Global fit of this three-factor solution (Table 10) does appear to be an improvement over the four-factor model the original authors proposed.

three_factor_model <- "
  active_engagement =~ Act_1 + Act_2 + Act_3 + Act_4 + Act_6 + Act_8 + Act_9 
  passive_engagement =~ Act_23 + Act_24 + Act_25 + Act_27 + Act_29 + Act_30 + Act_31
  content_seeking =~ Act_10 + Act_11 + Act_14 + Act_16+ Act_17 + Act_18 + Act_19 + Act_20 + Act_22
"

cfa_model <- tryCatch(
  cfa(
    three_factor_model,
    data = smu_study_two,
    ordered = T,
    estimator = "WLSMV"
  ),
  warning = function (x)
    paste0(x$message)
)

fitmeasures(cfa_model, fit.measures = c("chisq.scaled", "df.scaled", "pvalue.scaled", "cfi.scaled", "tli.scaled", "rmsea.scaled")) |>
  as.data.table(keep.rownames = T) |>
  _[, V1 := c(
    "χ² (scaled)",
    "df",
    "p-value",
    "CFI",
    "TLI",
    "RMSEA"
  )] |>
  as_flextable(show_coltype = F) |>
  colformat_double(digits = 2) |>
  set_header_labels(
    values = c("Fit Index", "Value")
  )

Table 10: Model Fit Indices for Three-Factor Binary Model using 23-Item Scale
Fit Index	Value
χ² (scaled)	330.92
df	227.00
p-value	0.00
CFI	0.96
TLI	0.96
RMSEA	0.04
n: 6

Summary

This refinement process resulted in substantial modifications to the original published 17-item scale. Through systematic evaluation of item performance and model fit, we reduced the scale from 31 to 23 items by removing eight problematic items that demonstrated poor psychometric properties or conceptual misalignment.

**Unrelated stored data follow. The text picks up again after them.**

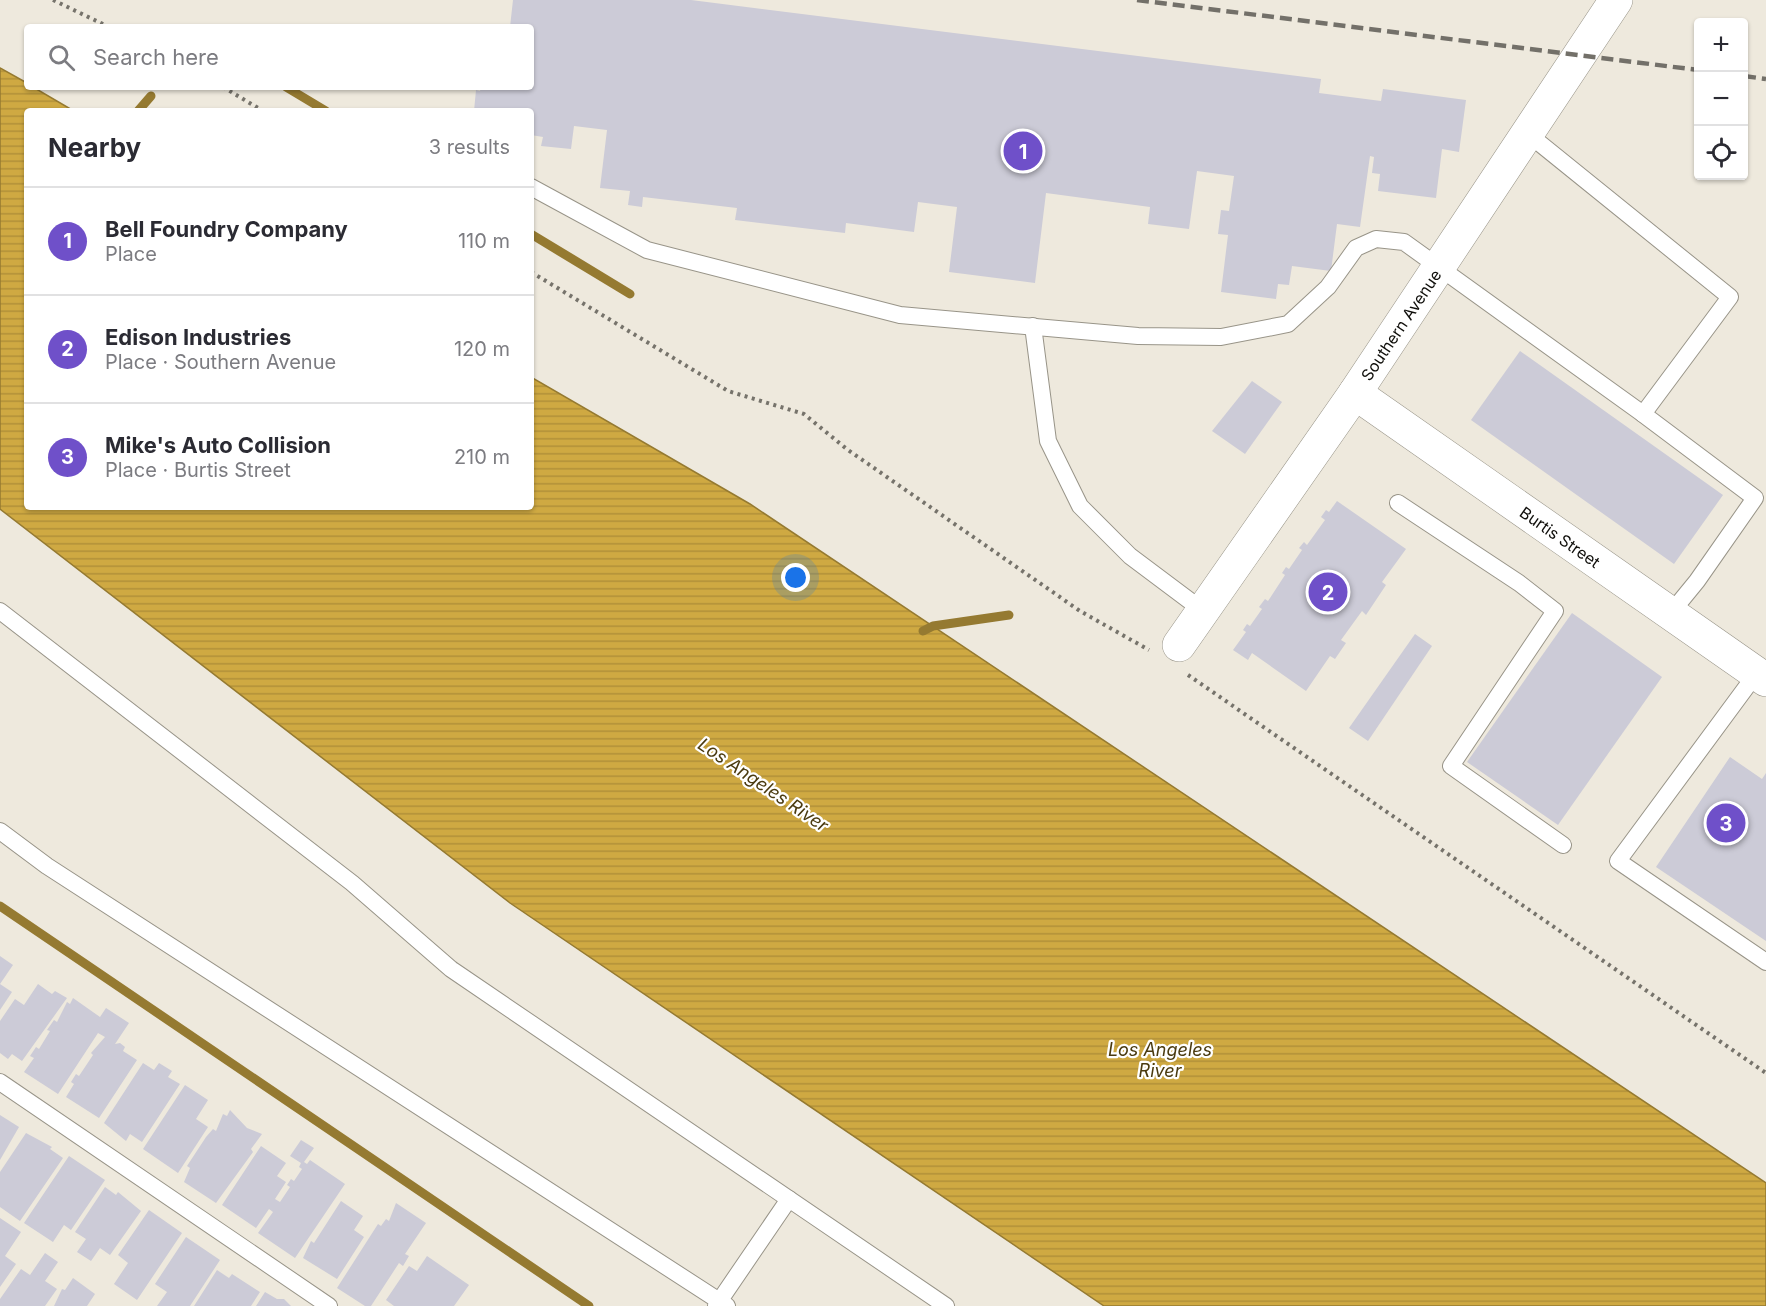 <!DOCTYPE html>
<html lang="en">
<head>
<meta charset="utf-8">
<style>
	body { margin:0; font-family:Inter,sans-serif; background:#f7f7f7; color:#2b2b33 }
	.controls { position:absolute; right:18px; top:18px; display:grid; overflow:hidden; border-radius:6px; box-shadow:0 2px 4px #0004 }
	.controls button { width:54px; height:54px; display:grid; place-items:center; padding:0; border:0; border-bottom:2px solid #e1e1e2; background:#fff; color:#2b2b33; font:30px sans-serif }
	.you { position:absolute; left:796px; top:578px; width:21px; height:21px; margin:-15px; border:4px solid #fff; border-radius:50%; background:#1a73e8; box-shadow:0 0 0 9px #1a73e833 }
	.badge { display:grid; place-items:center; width:39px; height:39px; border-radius:50%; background:#6f50c9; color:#fff; font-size:20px; font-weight:700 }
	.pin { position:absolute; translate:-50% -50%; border:3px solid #fff; box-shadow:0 2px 6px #0006 }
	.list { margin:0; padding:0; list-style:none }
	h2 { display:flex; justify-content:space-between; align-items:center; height:78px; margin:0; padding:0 24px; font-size:26px }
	h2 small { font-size:20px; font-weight:400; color:#7c7c81 }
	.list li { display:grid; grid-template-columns:39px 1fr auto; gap:18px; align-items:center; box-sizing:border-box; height:108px; padding:0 24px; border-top:2px solid #e1e1e2 }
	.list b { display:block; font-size:22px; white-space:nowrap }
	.list p { margin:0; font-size:20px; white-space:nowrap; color:#7c7c81 }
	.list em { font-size:20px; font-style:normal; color:#7c7c81 }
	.icon { flex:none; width:33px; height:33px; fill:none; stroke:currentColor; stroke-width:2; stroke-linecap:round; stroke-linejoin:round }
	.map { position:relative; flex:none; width:1766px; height:1306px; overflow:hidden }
	.search { position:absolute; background:#fff; box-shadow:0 2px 4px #0004; left:24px; top:24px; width:510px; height:66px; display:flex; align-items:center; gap:15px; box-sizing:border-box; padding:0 21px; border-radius:6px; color:#7c7c81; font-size:22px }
	.panel { position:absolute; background:#fff; box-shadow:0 2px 4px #0004; left:24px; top:108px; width:510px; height:402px; border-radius:6px }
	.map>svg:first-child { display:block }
	.water { fill:url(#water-rules); stroke:#957a31; stroke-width:1.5 }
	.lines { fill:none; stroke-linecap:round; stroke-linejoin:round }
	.stream { stroke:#957a31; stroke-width:9 }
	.building { fill:#cccbd7 }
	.lane-casing { stroke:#989488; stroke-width:18 }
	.street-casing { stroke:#989488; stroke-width:34 }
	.path { stroke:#76736b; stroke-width:4; stroke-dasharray:3 4.5; stroke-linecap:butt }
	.lane { stroke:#fff; stroke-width:16 }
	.street { stroke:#fff; stroke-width:33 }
	.rail { stroke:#737069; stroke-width:4.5; stroke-dasharray:12 6; stroke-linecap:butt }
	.labels { text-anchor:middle; stroke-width:4.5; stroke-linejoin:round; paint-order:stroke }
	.street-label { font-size:16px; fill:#0f0e0a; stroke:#fff }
	.water-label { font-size:18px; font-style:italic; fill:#4b3b10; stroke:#fff }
</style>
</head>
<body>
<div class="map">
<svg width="1766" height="1306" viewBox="0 0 1766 1306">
	<defs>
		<pattern id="water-rules" width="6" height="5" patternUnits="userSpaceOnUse" patternTransform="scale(1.5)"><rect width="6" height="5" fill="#cfa942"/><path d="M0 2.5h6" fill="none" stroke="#b19039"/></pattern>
	</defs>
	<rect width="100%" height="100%" fill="#eee9dd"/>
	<!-- water -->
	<path class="water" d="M0,68L27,83V87H33L74,111H27V507H531V377L750,504L1766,1183V1306H1104L510,903L0,509Z"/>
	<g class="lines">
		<!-- stream -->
		<g class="stream">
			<path d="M286,87L326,111"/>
			<path d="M138,111L151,96"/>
			<path d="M531,234L630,294"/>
			<path d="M923,631L933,626L1009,615"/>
			<path d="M0,906L589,1306"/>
		</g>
	</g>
	<!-- building -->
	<g class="building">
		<path d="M513,0H691L1321,79L1319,93L1381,101L1383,89L1466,100L1459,152L1442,149L1436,198L1378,191L1380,174L1372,173L1374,157L1370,156L1360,227L1337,224L1331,271L1292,266L1289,285L1278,284L1276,299L1221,292L1228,235L1218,234L1221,210L1229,211L1234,176L1197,171L1189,229L1148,224L1150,207L1046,193L1035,283L949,272L957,207L918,202L914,232L846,223L845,233L735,220L737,208L643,197L642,207L628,205L630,191L600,188L607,130L574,126L571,149L541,146L543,137L531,135V111H474L476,90L480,91L481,87H531V27H510Z"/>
		<path d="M1520,351L1723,495L1674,564L1471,420Z"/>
		<path d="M1252,381L1282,402L1245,454L1212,431Z"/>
		<path d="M1337,501L1406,549L1382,582L1386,585L1366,615L1362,611L1341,640L1346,643L1335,659L1330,656L1306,691L1252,653L1248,660L1233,650L1246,632L1243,630L1247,624L1250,626L1262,609L1259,607L1265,599L1268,601L1285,575L1282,573L1286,567L1289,569L1302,550L1299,548L1304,542L1307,545L1325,520L1321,517L1326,510L1329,512Z"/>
		<path d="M1572,613L1662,677L1558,825L1467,762Z"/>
		<path d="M1415,634L1432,646L1368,741L1349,728Z"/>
		<path d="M1730,757L1762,779L1766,773V941L1656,867Z"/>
		<path d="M0,956L13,965L0,984Z"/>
		<path d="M0,984L12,992L0,1010Z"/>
		<path d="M38,984L52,994L55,991L67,998L22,1061L12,1054L8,1059L0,1053V1021L15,999L24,1005Z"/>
		<path d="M73,998L100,1017L106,1008L129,1023L115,1044L120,1043L125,1047L123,1051L137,1060L99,1118L66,1097L74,1084L71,1082L76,1074L79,1076L93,1055L91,1053L105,1037L98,1033L58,1094L24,1072L34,1058L30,1056L36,1047L39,1049L50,1031L47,1030L54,1020L57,1022L67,1002L70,1004Z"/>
		<path d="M143,1063L154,1070L159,1063L172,1071L168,1077L180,1084L142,1142L130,1134L126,1141L104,1123Z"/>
		<path d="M185,1085L208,1100L196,1119L208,1127L178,1173L143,1149Z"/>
		<path d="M230,1110L247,1128L262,1134L251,1149L253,1152L216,1203L184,1182L190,1168L187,1166L206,1137L213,1129L216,1131L223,1114L227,1116Z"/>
		<path d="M0,1115L19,1127L0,1160Z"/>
		<path d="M26,1133L52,1147L50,1149L63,1158L20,1221L0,1207V1172Z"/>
		<path d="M301,1140L314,1148L304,1162L307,1164L310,1160L345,1184L295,1258L258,1233L273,1212L269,1209L256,1228L222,1205L261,1146L286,1163L277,1176L286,1182L275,1199L280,1202L290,1187L287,1185L291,1179L294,1181L302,1169L299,1167L301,1163L290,1156Z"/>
		<path d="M69,1156L105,1180L71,1230L64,1225L53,1242L24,1223Z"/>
		<path d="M105,1187L116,1195L118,1192L141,1211L110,1255L100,1248L91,1261L77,1252L86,1239L75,1232Z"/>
		<path d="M341,1201L363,1216L354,1230L364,1237L337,1279L303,1258L311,1241L314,1243Z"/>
		<path d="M396,1203L426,1223L405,1254L409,1256L403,1266L399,1263L371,1306H365L337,1288L378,1224L381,1226L386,1219L389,1221Z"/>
		<path d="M149,1210L182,1233L137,1300L114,1284L128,1263L118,1255Z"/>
		<path d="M0,1218L21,1232L5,1256L16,1264L0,1287Z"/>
		<path d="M186,1237L220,1260L190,1306H157L167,1292L155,1284Z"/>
		<path d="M45,1253L58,1262L45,1281L57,1289L45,1306H0V1299L21,1269L30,1275Z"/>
		<path d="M427,1256L469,1285L454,1306H394L386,1300L409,1266L417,1271Z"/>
		<path d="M217,1270L229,1278L232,1274L260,1292L251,1306H194Z"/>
		<path d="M73,1278L95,1294L87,1306H54L62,1289L65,1290Z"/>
		<path d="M265,1292L277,1299H284L291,1306H256Z"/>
	</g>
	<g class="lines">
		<!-- lane casing -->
		<g class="lane-casing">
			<g id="lane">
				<path d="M531,187L647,250L900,315L1138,336L1221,337L1288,324L1328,287L1356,248L1376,239L1404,242L1643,414L1730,297L1527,133"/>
				<path d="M1033,326L1048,441L1080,506L1130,556L1202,610"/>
				<path d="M1643,414L1755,498L1697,581L1670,614"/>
				<path d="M1398,503L1519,583L1555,611L1451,766L1563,845"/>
				<path d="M0,611L352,883L451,969L946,1306"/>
				<path d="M1756,674L1618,861L1766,962"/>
				<path d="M0,831L47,866L727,1306"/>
				<path d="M0,1082L329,1306"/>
				<path d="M716,1306L789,1199"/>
			</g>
		</g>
		<!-- street casing -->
		<g class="street-casing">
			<g id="street">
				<path d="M1355,393L1766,680"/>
				<path d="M1179,645L1355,393L1616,0"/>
			</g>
		</g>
		<!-- path -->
		<g class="path">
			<path d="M53,0L109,27"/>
			<path d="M223,87L263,111"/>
			<path d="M531,272L728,391L804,414L848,450L1080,611L1149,650"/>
			<path d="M1188,675L1766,1073"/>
		</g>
		<!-- lane -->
		<use href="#lane" class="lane"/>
		<!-- street -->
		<use href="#street" class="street"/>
		<!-- rail -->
		<g class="rail">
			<path d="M1137,0L1698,70"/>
			<path d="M1744,76L1766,79"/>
		</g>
	</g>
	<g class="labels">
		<!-- street labels -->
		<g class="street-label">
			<text transform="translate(1401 325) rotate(-56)" y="6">Southern Avenue</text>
			<text transform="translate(1560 537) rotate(35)" y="6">Burtis Street</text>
		</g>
		<!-- water labels -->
		<g class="water-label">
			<text transform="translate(763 785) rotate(34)" y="6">Los Angeles River</text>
			<text x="1160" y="1056">Los Angeles<tspan x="1160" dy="21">River</tspan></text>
		</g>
	</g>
</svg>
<div class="controls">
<button>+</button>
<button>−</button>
<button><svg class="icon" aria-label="locate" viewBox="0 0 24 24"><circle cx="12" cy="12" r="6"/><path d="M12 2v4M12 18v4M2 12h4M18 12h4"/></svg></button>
</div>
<div class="you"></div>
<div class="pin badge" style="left:1023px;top:151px">1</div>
<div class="pin badge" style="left:1328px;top:592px">2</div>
<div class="pin badge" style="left:1726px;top:823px">3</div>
<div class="search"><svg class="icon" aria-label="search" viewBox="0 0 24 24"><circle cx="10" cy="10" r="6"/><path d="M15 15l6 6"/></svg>Search here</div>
<section class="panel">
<h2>Nearby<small>3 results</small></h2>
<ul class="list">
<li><span class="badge">1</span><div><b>Bell Foundry Company</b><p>Place</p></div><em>110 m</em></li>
<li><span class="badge">2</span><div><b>Edison Industries</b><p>Place · Southern Avenue</p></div><em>120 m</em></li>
<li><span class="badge">3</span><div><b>Mike's Auto Collision</b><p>Place · Burtis Street</p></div><em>210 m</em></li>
</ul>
</section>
</div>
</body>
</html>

The response scale was changed from a 9-point Likert scale of frequency to binary (presence/absence of behaviour). Additionally, the factor structure was revised from the original four-factor model to a more parsimonious three-factor solution that better captures the underlying dimensional structure of the construct while maintaining theoretical coherence. These modifications represent a significant departure from the published study’s item set and factor structure, yielding a more psychometrically sound and theoretically defensible measurement instrument.